__Exercise prompt__.
Every record here needs to be written out again exactly.

__Data provided__.

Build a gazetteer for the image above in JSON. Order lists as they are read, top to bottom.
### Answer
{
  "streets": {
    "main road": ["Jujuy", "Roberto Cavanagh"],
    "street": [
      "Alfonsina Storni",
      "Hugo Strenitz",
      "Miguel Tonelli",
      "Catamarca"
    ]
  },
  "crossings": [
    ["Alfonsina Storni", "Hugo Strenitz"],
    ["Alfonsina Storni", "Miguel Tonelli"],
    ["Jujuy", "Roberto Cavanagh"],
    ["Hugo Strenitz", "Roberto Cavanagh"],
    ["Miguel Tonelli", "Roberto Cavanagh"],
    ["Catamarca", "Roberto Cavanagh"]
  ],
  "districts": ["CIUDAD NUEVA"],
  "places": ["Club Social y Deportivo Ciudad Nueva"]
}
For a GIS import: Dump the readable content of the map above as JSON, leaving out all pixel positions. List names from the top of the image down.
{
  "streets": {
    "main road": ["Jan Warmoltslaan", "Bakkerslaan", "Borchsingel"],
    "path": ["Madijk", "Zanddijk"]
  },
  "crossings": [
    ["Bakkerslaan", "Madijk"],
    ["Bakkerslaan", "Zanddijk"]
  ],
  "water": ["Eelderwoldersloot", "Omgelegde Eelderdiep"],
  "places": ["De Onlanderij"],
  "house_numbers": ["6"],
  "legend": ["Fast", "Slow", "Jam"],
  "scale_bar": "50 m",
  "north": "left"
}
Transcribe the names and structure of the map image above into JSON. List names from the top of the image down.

__Task response__.
Build a gazetteer for the image above in JSON. Order lists as they are read, top to bottom.
### Answer
{
  "streets": {
    "main road": ["Jujuy", "Roberto Cavanagh"],
    "street": [
      "Alfonsina Storni",
      "Hugo Strenitz",
      "Miguel Tonelli",
      "Catamarca"
    ]
  },
  "crossings": [
    ["Alfonsina Storni", "Hugo Strenitz"],
    ["Alfonsina Storni", "Miguel Tonelli"],
    ["Jujuy", "Roberto Cavanagh"],
    ["Hugo Strenitz", "Roberto Cavanagh"],
    ["Miguel Tonelli", "Roberto Cavanagh"],
    ["Catamarca", "Roberto Cavanagh"]
  ],
  "districts": ["CIUDAD NUEVA"],
  "places": ["Club Social y Deportivo Ciudad Nueva"]
}
For a GIS import: Dump the readable content of the map above as JSON, leaving out all pixel positions. List names from the top of the image down.
{
  "streets": {
    "main road": ["Jan Warmoltslaan", "Bakkerslaan", "Borchsingel"],
    "path": ["Madijk", "Zanddijk"]
  },
  "crossings": [
    ["Bakkerslaan", "Madijk"],
    ["Bakkerslaan", "Zanddijk"]
  ],
  "water": ["Eelderwoldersloot", "Omgelegde Eelderdiep"],
  "places": ["De Onlanderij"],
  "house_numbers": ["6"],
  "legend": ["Fast", "Slow", "Jam"],
  "scale_bar": "50 m",
  "north": "left"
}
Transcribe the names and structure of the map image above into JSON. List names from the top of the image down.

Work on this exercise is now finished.